━━━━━ Supplied information ━━━━━
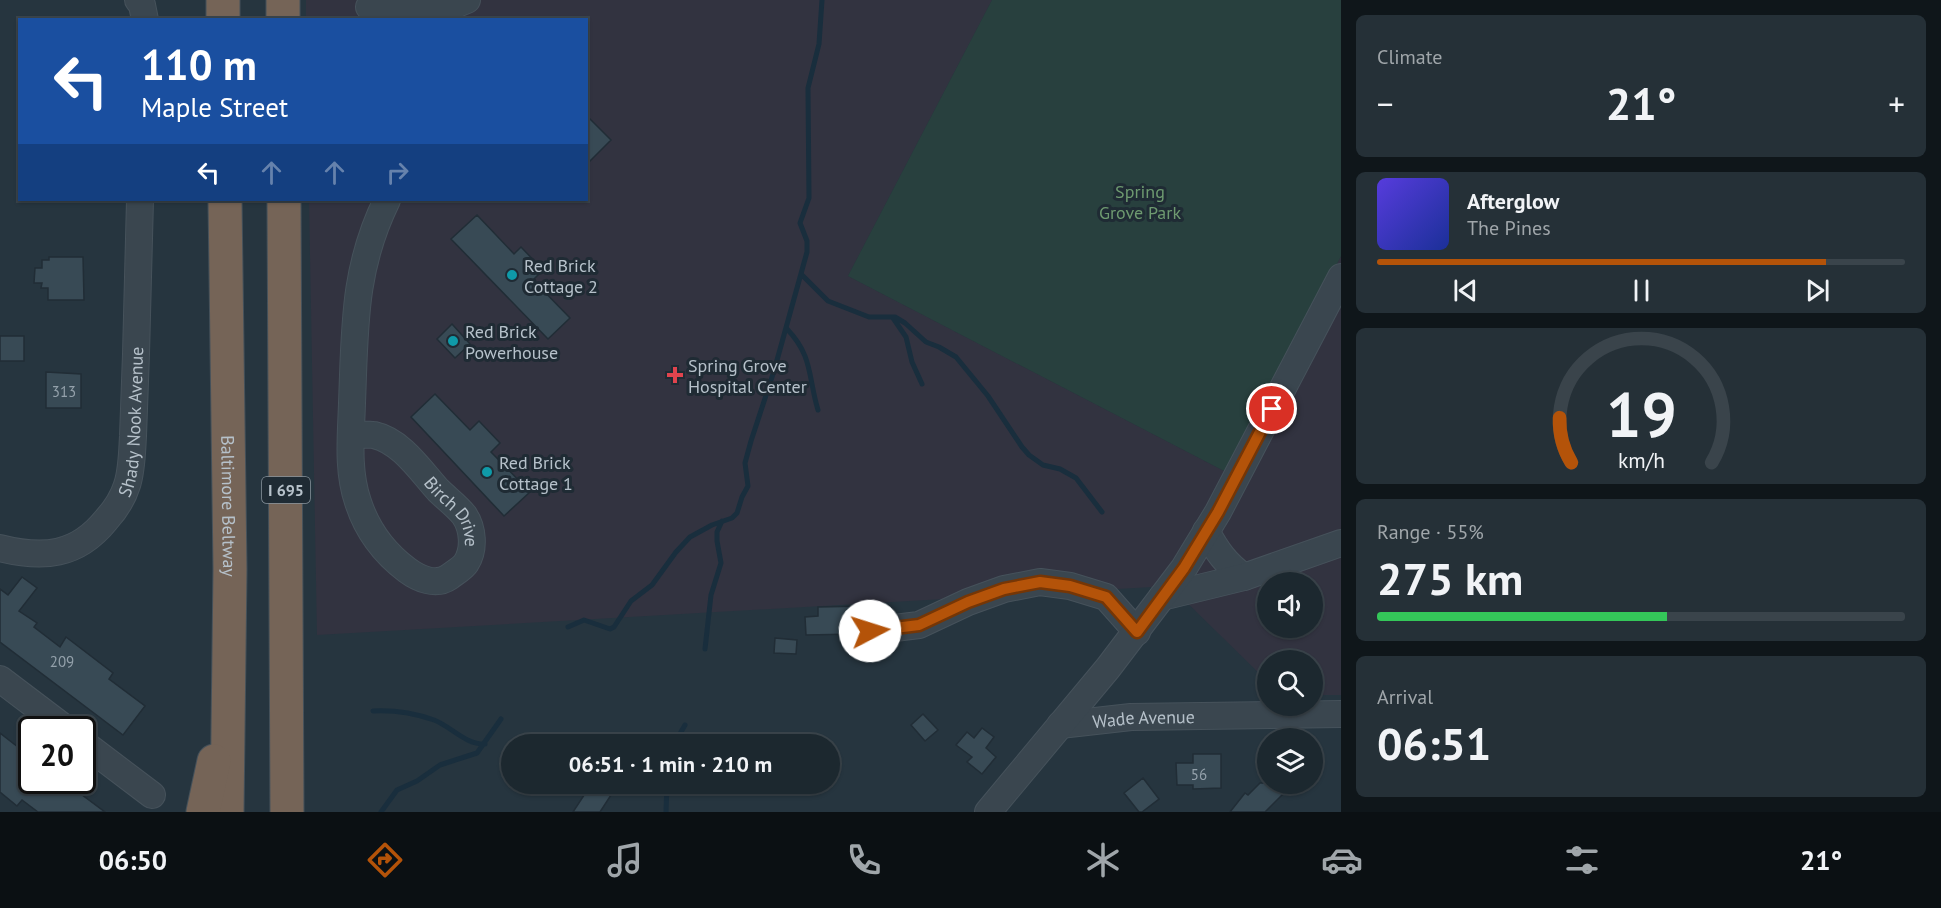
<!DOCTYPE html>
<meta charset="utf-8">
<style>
:root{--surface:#1c282f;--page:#253037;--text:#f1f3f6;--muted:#a0a6aa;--line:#3a444b;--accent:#b45309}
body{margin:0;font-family:"PT Sans",sans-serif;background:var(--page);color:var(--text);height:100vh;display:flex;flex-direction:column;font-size:22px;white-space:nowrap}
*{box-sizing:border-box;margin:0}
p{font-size:20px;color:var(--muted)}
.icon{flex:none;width:33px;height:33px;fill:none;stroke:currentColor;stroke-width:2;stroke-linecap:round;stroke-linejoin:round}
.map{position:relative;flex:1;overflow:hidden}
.sheet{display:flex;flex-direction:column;gap:15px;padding:15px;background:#0f161a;width:600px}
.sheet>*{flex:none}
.top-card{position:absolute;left:18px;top:18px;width:570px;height:183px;border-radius:0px;box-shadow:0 2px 4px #0004,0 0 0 2px var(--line);background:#1a4fa0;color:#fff;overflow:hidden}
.fabs{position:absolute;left:1257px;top:572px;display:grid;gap:12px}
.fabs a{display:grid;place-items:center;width:66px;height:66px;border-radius:50%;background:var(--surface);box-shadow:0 2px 4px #0004,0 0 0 2px var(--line);font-size:30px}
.speed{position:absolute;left:18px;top:716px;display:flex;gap:12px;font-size:30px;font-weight:700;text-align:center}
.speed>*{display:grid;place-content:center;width:78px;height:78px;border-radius:50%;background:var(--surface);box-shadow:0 2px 4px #0004,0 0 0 2px var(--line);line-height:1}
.speed .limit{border:3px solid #111;border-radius:9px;background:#fff;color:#111}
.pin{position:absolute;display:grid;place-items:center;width:51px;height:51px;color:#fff;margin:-26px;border:3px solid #fff;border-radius:50%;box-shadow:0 2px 6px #0007}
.me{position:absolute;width:66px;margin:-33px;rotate:85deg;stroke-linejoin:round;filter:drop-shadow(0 0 4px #0008)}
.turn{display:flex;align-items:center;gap:21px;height:126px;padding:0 24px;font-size:27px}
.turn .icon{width:78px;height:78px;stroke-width:2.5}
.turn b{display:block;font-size:42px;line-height:51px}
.lanes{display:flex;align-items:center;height:57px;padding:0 24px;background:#0003;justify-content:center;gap:30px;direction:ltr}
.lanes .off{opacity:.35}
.big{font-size:45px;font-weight:600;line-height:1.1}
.sheet .card{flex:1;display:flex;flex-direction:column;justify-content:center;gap:9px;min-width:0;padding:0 21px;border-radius:9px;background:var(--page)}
.sheet .dial{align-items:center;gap:0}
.dial svg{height:156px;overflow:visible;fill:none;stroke:var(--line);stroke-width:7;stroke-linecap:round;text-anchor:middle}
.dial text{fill:var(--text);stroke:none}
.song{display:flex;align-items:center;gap:18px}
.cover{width:72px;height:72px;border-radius:9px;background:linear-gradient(135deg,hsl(250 70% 55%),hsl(230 70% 35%))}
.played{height:6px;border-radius:3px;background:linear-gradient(90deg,var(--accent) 85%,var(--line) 85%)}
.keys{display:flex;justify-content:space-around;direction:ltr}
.heat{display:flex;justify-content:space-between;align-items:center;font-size:33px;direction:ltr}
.charge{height:9px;border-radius:4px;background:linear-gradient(90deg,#34c759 55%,var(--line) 0)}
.trip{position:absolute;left:501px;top:734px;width:339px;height:60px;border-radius:30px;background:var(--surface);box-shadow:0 2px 4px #0004,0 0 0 2px var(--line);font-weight:600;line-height:60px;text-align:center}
.menu{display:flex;height:96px;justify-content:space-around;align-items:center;background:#0b1013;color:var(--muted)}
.menu .icon{width:42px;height:42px}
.menu .current{color:var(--accent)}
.menu b{font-size:27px;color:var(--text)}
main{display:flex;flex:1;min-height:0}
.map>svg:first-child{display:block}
.medical{fill:#323340;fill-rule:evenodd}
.green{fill:#28403e}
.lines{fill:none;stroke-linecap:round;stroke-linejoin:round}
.stream{stroke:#192e3d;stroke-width:5}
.building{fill:#384a55;stroke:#212d36;stroke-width:1.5}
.minor-casing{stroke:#46525b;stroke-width:28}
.highway-casing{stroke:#45515a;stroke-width:35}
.minor{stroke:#3a464f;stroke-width:26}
.highway{stroke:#756457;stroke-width:33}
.route-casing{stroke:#753606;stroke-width:15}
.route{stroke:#b45309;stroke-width:10}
.culture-dot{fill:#0f9aa8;stroke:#1f2b34;stroke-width:2}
.health-dot{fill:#e0444e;stroke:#1f2b34;stroke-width:2}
.labels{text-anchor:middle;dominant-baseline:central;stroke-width:6;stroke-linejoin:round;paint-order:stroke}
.number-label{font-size:15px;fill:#94a1ab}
.shield{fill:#1f2b34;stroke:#89949d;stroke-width:1.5}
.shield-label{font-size:16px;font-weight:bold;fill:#b6c1ca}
.park-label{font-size:18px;fill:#6e9a70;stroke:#1f2b34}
.poi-label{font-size:18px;fill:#b6c1ca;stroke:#1f2b34;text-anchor:start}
.street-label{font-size:18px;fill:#b6c1ca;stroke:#1f2b34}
</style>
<main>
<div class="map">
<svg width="1341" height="812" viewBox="0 0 1341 812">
<rect width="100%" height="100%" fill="#26353f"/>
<!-- medical -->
<path class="medical" d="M306 0H992L848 276 1228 473 1341 256V695H1313L1312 660H1268L1267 681 1170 586 317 635 309 200H586V20L306 19ZM1268 582H1312V627H1268Z"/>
<!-- green -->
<path class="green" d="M992 0H1341V256L1228 473 848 276Z"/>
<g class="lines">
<!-- stream -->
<path class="stream" d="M801 274 828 301 869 317H895L905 323 926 342 939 347 956 357 988 396 1022 447 1029 455 1043 465 1060 469 1076 478 1102 512
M893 318 906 337 912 362 922 384
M787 329C813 356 808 377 818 410
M568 627 584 620 610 629 614 627 631 601 652 585 676 552 690 537 712 525 732 518 737 513 742 497 748 486 745 463 751 441 774 371 807 252V241L800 223 809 198 808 88 819 44 822 0
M705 649 711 595 721 563 717 541V532L722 521
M373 711C393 710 414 713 434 720 452 727 464 744 485 744
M674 744 685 725
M381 812 397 790 417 781 440 765 477 753 501 719
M666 812 667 783"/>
</g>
<!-- building -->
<path class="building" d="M586 115 611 140 586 165Z
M477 215 514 254 521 247 543 270 533 280 570 318 548 339 451 239Z
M49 257H83L84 300H48V288H41L42 283H34L35 268H42V260H49Z
M452 324 470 344 455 358 437 339Z
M0 336H24V361H0Z
M46 372 81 374V408H46Z
M435 394 470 430 479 421 500 443 491 452 530 492 504 516 411 417Z
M22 577 37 588 19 611 37 623 34 627 60 647 66 637 113 673 109 679 145 706 123 735 0 642V589L8 595Z
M868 606V616L861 619 856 625V634L806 635 805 617 818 616V607Z
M775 638 797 640 796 654 774 653Z
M923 714 938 730 925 741 911 725Z
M982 728 994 737 986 748 996 757 982 774 967 762 972 757 956 745 967 732 974 738Z
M0 733 32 758V780H62L105 812H38L22 800 17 806 0 792Z
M1193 754H1221V788L1193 789V785H1177L1176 763H1193Z
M1143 778 1159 799 1142 812H1139L1124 793Z
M592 783H599L613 792 600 812H573Z
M1260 783H1294L1265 812H1230L1245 793 1248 795Z"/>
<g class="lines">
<!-- minor casing -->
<g class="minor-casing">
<g id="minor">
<path d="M138 0 142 5 145 20"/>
<path d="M369 7C402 9 436 15 467 0"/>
<path id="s1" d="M351 434C358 435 367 434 374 435 401 441 420 470 438 490 446 498 457 506 464 515 473 528 475 549 466 563 463 568 454 573 449 577 436 586 419 579 407 570 383 552 367 530 358 502 347 470 351 436 352 403 355 328 353 269 387 200"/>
<path d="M1206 531C1217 551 1225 563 1244 577"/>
<path id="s2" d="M0 548C43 559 77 556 106 520 115 510 123 498 127 485 132 470 132 452 133 436 134 409 135 381 136 354 137 303 139 251 140 200"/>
<path d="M1162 597 1244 577 1341 543"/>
<path d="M870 631 919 625 968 602 1004 589 1040 582 1070 586 1106 597 1137 632"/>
<path d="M0 679 66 729"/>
<path id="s3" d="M1060 725 1131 717 1341 714"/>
<path d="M82 742 152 795"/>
<path d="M988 812 1108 668 1184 568 1218 512 1341 277"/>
</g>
</g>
<!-- highway casing -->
<g class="highway-casing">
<g id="highway">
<path d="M223 0V20"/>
<path d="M283 0V20"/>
<path id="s4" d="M225 200 230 569 227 812"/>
<path d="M284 200 287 812"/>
<path d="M203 812 214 761"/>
</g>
</g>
<!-- minor -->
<use href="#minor" class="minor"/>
<!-- highway -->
<use href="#highway" class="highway"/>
</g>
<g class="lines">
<!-- route casing -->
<g class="route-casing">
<path id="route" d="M870 631 919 625 968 602 1004 589 1040 582 1070 586 1106 597 1137 632 1184 568 1218 512 1272 409"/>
</g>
<!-- route -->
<use href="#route" class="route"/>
</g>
<!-- markers -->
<g class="culture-dot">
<circle cx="512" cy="275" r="6"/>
<circle cx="453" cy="341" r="6"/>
<circle cx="487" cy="472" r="6"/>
</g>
<path class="health-dot" d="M672 366h6v6h6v6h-6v6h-6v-6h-6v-6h6z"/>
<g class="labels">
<!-- number labels -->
<g class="number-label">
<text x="64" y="391">313</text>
<text x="62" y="661">209</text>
<text x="1199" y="774">56</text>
</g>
<!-- shield labels -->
<rect class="shield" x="262" y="477" width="48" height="26" rx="4.5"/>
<g class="shield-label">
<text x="286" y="490">I 695</text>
</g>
<!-- park labels -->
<g class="park-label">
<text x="1140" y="191">Spring<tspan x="1140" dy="21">Grove Park</tspan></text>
</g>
<!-- poi labels -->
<g class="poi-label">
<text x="524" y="265">Red Brick<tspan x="524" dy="21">Cottage 2</tspan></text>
<text x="465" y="331">Red Brick<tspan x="465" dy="21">Powerhouse</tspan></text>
<text x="688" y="365">Spring Grove<tspan x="688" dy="21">Hospital Center</tspan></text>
<text x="499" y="462">Red Brick<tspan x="499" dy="21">Cottage 1</tspan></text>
</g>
<!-- street labels -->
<g class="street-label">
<text stroke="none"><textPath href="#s2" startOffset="222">Shady Nook Avenue</textPath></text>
<text stroke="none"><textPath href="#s4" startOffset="306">Baltimore Beltway</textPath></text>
<text stroke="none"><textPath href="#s1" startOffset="136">Birch Drive</textPath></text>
<text stroke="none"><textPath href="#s3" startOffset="84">Wade Avenue</textPath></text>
</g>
</g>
</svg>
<div class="fabs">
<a><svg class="icon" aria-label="sound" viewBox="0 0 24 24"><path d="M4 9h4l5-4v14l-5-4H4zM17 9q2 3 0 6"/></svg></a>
<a><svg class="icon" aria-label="search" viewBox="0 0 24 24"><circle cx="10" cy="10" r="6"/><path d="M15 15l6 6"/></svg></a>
<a><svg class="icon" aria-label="layers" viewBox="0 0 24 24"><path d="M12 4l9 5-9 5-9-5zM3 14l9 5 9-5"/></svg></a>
</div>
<div class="speed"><div class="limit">20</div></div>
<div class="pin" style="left:1272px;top:409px;background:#d93025"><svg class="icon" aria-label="arrive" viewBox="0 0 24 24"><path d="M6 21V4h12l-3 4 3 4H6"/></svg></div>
<svg class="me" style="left:870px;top:631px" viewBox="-20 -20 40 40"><circle r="19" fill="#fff"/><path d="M0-13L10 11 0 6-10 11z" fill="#b45309"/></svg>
<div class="trip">06:51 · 1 min · 210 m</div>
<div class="top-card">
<div class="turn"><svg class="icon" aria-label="left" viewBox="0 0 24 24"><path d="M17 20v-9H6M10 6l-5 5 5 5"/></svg><div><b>110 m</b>Maple Street</div></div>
<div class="lanes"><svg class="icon" aria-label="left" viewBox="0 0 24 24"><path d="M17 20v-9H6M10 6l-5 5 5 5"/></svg><svg class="icon off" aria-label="ahead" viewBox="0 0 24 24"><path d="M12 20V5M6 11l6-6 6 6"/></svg><svg class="icon off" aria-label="ahead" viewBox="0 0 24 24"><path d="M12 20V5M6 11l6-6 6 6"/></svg><svg class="icon off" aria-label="right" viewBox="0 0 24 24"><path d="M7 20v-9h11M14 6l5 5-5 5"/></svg></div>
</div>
</div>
<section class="sheet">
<div class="card"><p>Climate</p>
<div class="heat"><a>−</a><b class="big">21°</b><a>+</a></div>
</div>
<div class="card">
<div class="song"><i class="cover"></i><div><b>Afterglow</b><p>The Pines</p></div></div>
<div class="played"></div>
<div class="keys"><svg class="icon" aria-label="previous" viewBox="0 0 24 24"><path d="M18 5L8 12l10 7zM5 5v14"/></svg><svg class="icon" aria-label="pause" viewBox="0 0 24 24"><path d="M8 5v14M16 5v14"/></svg><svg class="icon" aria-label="next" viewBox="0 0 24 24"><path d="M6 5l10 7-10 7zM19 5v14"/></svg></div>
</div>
<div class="card dial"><svg viewBox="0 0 100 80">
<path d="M14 69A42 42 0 1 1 86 69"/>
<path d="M14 69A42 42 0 0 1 8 46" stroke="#b45309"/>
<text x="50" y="56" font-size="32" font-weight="700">19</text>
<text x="50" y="72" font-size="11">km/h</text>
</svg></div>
<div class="card"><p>Range · 55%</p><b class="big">275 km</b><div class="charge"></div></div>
<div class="card"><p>Arrival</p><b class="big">06:51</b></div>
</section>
</main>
<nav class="menu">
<b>06:50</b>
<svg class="icon current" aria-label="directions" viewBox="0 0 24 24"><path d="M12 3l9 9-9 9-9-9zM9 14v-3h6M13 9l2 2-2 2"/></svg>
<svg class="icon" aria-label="music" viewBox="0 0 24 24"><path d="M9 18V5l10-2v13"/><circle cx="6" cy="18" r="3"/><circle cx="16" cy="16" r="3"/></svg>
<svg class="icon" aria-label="phone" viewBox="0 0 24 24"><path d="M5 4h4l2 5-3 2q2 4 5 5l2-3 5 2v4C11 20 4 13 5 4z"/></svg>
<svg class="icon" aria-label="climate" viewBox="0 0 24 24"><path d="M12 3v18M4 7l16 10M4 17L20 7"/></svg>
<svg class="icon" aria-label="car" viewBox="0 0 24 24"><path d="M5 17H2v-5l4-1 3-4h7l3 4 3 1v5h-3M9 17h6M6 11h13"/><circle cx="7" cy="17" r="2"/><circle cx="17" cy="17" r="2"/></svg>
<svg class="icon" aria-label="filters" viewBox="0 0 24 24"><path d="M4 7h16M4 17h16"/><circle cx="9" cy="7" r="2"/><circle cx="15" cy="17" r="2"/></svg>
<b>21°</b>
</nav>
━━━━━
• _Goal of the exercise_
If a line in the records above holds the string "heat", copy it.

• _Result of this exercise_
.heat{display:flex;justify-content:space-between;align-items:center;font-size:33px;direction:ltr}
<div class="heat"><a>−</a><b class="big">21°</b><a>+</a></div>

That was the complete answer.